» Dataset section:
------------------------

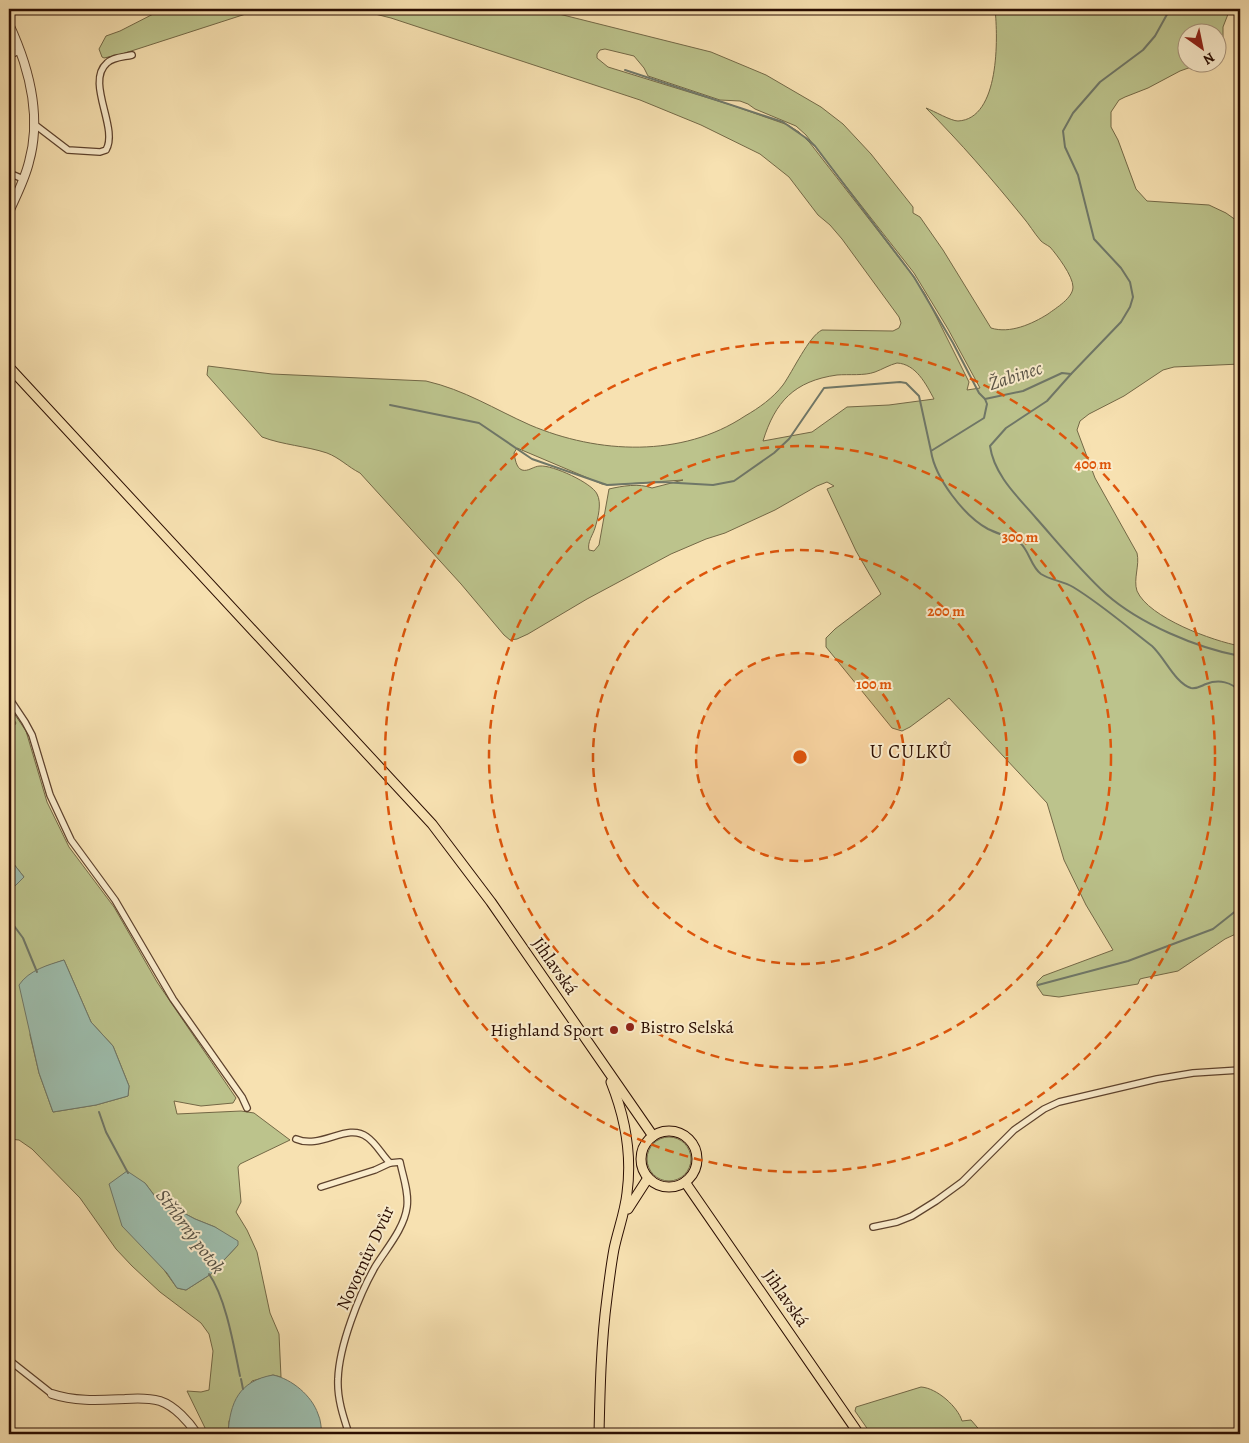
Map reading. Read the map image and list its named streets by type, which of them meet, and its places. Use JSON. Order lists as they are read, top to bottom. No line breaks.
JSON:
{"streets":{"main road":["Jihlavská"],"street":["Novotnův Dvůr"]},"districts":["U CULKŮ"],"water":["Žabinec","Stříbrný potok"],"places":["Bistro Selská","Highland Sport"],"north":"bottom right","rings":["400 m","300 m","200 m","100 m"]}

------------------------

» What to do:
Copy the material above in full and exactly, skipping pictures.

» Answer to this task:
Map reading. Read the map image and list its named streets by type, which of them meet, and its places. Use JSON. Order lists as they are read, top to bottom. No line breaks.
JSON:
{"streets":{"main road":["Jihlavská"],"street":["Novotnův Dvůr"]},"districts":["U CULKŮ"],"water":["Žabinec","Stříbrný potok"],"places":["Bistro Selská","Highland Sport"],"north":"bottom right","rings":["400 m","300 m","200 m","100 m"]}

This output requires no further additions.